▸ REQUIRED ACTION: Restate word for word the lines of the records below, starting at the line that contains "font-size:24px; fill:#1c1c1c; stroke:#f6f6f2;" and ending at the line that contains "<h2>Cerca<small>5 resultados</small></h2>", with both of those lines included and nothing else.

START STUDY MATERIAL

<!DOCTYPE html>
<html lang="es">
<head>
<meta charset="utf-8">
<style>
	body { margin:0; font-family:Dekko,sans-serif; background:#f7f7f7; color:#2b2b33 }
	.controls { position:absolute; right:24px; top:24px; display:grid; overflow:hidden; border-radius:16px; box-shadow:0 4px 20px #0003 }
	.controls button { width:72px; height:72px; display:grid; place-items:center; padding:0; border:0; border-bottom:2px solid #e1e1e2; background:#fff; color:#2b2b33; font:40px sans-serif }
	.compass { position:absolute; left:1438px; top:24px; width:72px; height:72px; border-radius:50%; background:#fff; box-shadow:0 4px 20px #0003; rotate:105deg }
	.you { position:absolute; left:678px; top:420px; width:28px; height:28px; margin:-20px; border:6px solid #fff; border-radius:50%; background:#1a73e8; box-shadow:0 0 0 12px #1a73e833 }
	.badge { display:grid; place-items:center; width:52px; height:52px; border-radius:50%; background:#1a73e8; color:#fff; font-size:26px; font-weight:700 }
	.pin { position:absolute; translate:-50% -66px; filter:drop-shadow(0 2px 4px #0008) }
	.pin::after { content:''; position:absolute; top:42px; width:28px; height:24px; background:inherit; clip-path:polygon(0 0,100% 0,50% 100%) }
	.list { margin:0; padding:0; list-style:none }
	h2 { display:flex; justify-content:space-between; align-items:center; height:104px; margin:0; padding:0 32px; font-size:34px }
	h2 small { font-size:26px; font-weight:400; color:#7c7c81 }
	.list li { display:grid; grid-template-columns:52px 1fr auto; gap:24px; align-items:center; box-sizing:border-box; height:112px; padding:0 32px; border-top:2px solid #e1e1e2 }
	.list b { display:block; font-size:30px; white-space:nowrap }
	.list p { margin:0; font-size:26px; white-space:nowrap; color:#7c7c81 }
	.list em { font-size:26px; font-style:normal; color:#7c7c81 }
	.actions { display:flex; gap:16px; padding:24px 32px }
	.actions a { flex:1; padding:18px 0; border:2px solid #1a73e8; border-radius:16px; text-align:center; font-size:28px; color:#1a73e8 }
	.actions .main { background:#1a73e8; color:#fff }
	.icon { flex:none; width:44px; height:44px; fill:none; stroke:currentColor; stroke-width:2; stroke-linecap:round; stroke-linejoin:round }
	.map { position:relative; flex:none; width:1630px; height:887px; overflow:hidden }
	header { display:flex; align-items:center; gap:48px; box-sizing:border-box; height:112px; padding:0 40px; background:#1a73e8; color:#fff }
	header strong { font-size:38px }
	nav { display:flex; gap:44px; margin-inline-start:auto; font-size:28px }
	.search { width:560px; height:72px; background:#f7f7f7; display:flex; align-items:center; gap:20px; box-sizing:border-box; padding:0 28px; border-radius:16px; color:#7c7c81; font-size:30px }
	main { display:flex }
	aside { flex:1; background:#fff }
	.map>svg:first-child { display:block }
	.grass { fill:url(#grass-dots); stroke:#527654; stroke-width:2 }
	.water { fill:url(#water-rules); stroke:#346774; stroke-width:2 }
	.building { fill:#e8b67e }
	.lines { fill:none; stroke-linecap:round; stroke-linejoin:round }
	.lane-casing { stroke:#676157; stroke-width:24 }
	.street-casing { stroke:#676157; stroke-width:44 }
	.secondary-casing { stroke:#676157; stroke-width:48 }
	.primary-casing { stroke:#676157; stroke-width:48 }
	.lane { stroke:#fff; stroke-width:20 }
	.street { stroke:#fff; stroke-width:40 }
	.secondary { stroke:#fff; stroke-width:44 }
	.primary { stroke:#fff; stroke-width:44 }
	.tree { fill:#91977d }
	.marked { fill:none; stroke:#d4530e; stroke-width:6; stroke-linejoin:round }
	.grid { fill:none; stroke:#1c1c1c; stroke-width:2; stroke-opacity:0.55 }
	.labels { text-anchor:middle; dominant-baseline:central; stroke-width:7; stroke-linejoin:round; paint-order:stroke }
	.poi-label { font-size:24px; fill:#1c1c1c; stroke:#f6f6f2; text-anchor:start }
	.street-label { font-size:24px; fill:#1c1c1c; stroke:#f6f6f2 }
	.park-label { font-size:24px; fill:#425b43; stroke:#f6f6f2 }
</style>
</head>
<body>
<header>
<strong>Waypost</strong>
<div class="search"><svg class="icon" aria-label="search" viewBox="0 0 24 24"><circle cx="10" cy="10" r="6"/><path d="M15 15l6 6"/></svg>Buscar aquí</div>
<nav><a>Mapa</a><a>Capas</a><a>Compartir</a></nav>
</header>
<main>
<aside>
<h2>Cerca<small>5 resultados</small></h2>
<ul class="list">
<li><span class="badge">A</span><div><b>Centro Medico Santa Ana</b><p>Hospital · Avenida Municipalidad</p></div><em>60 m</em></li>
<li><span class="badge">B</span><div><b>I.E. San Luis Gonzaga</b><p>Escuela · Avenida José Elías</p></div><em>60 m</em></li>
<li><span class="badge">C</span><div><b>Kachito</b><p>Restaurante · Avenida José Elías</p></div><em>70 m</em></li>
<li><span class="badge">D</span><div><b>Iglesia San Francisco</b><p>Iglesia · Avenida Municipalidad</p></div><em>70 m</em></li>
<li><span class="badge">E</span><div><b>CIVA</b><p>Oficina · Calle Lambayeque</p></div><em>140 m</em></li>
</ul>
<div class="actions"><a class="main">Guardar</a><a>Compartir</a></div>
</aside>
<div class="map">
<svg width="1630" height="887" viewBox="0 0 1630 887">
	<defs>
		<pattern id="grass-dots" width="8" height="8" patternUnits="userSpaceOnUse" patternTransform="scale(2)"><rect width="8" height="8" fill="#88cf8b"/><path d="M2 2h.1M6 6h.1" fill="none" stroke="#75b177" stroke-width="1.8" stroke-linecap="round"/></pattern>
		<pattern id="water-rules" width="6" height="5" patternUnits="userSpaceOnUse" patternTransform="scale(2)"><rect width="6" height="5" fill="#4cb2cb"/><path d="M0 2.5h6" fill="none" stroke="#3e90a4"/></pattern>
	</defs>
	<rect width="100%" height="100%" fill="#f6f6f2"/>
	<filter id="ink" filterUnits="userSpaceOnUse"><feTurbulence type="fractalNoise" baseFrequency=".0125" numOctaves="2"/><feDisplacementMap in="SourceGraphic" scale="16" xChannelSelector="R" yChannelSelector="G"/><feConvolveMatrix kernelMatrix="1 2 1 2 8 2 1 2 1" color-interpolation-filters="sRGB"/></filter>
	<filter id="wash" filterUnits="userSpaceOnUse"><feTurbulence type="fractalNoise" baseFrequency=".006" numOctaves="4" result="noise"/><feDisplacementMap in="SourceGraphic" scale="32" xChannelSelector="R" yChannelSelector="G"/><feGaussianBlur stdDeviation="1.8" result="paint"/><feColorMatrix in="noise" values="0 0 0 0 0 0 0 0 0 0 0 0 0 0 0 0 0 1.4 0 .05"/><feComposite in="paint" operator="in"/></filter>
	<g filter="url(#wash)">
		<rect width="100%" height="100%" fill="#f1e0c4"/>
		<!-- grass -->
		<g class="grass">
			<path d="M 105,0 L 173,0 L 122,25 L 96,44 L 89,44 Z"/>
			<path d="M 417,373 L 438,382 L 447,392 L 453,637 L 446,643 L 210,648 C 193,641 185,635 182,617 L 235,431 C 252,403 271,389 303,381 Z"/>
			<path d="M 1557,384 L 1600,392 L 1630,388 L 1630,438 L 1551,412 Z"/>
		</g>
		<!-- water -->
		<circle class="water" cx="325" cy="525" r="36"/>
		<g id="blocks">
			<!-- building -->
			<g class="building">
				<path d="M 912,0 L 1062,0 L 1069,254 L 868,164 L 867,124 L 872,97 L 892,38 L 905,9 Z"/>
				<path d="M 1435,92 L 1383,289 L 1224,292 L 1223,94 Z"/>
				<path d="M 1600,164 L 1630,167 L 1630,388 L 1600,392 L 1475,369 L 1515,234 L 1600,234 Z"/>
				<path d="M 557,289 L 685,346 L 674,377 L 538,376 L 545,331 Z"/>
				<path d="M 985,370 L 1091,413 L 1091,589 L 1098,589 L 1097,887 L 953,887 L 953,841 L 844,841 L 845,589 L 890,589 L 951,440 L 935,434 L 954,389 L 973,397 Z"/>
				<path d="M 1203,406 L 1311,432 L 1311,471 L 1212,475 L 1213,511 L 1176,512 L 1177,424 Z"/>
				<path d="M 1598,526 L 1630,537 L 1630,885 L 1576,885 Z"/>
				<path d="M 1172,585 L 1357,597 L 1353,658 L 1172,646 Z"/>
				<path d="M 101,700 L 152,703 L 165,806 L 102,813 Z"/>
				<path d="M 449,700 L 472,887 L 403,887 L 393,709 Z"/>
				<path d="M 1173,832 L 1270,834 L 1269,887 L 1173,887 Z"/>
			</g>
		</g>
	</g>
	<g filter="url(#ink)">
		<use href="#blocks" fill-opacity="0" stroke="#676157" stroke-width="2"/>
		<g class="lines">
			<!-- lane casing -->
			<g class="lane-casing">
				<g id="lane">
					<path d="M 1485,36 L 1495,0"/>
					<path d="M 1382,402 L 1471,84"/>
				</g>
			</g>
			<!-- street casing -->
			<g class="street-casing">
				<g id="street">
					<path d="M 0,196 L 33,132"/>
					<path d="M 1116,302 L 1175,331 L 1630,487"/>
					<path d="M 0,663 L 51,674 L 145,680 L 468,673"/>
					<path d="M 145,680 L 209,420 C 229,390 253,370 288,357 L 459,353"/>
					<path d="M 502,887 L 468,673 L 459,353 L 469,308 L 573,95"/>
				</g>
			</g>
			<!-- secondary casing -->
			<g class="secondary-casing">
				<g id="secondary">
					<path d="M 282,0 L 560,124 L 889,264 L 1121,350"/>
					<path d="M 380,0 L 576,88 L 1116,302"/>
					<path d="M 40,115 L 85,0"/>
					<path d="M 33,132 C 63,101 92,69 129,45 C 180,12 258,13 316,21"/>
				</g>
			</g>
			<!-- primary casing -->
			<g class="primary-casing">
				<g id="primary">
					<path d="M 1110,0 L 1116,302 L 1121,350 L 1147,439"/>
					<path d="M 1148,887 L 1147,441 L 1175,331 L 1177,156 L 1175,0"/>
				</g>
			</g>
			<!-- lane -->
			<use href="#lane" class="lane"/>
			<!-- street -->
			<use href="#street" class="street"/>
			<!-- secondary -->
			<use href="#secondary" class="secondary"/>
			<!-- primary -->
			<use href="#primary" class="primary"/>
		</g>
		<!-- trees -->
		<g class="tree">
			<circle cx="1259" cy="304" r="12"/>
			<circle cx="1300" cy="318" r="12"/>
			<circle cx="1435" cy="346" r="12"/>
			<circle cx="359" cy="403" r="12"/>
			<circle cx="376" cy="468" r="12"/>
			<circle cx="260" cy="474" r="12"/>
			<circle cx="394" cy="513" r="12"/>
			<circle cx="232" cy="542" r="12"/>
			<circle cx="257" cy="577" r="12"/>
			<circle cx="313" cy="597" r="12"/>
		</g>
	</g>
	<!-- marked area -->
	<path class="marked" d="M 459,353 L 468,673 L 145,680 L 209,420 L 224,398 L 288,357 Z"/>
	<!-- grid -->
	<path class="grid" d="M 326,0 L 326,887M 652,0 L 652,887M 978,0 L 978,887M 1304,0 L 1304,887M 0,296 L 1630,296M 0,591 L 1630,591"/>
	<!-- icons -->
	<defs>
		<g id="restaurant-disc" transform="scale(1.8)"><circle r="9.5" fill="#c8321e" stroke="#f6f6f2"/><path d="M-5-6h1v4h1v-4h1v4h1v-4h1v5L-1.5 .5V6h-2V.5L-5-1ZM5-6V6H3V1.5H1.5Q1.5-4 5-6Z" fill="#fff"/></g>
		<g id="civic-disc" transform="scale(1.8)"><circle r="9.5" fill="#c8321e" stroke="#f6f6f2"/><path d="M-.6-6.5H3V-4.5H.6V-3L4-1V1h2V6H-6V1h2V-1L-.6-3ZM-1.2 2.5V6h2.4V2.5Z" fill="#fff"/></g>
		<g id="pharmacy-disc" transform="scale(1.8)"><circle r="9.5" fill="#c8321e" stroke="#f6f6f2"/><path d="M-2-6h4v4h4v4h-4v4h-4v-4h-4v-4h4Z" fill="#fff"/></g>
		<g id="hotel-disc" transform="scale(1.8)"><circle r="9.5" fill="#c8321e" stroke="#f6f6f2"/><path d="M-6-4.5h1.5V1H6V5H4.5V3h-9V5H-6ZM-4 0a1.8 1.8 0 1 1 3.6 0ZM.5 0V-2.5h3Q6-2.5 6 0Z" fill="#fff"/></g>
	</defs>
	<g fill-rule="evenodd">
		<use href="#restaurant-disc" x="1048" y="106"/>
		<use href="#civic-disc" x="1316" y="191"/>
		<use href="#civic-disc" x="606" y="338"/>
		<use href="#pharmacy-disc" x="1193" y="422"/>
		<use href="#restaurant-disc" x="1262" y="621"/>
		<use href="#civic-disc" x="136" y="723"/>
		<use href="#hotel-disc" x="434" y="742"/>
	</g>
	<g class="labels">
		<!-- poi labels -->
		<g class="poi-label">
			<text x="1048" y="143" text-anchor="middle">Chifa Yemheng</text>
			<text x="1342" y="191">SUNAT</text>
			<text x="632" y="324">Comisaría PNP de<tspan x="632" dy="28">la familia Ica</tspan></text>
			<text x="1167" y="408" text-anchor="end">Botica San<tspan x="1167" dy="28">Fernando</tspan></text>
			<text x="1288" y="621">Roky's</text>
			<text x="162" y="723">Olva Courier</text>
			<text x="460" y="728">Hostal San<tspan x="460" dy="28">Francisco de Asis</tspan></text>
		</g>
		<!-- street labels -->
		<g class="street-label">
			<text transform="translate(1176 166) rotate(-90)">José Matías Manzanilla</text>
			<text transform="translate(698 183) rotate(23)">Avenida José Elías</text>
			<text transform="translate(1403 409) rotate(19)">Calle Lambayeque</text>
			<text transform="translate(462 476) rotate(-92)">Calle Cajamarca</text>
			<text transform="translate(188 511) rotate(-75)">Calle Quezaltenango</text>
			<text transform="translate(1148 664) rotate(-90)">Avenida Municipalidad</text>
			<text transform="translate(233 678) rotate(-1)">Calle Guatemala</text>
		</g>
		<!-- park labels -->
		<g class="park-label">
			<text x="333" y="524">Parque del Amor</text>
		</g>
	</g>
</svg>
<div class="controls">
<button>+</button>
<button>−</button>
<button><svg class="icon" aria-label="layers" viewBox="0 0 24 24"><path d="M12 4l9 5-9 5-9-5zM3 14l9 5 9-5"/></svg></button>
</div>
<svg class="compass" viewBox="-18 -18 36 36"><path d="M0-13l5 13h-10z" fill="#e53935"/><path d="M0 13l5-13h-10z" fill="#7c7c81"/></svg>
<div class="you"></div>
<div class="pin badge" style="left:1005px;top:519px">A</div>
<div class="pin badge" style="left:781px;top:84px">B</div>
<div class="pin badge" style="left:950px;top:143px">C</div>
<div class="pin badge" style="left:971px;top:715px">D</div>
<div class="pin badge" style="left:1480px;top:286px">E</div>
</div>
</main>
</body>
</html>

END STUDY MATERIAL

▸ SOLUTION FOR THIS PROBLEM:
	.poi-label { font-size:24px; fill:#1c1c1c; stroke:#f6f6f2; text-anchor:start }
	.street-label { font-size:24px; fill:#1c1c1c; stroke:#f6f6f2 }
	.park-label { font-size:24px; fill:#425b43; stroke:#f6f6f2 }
</style>
</head>
<body>
<header>
<strong>Waypost</strong>
<div class="search"><svg class="icon" aria-label="search" viewBox="0 0 24 24"><circle cx="10" cy="10" r="6"/><path d="M15 15l6 6"/></svg>Buscar aquí</div>
<nav><a>Mapa</a><a>Capas</a><a>Compartir</a></nav>
</header>
<main>
<aside>
<h2>Cerca<small>5 resultados</small></h2>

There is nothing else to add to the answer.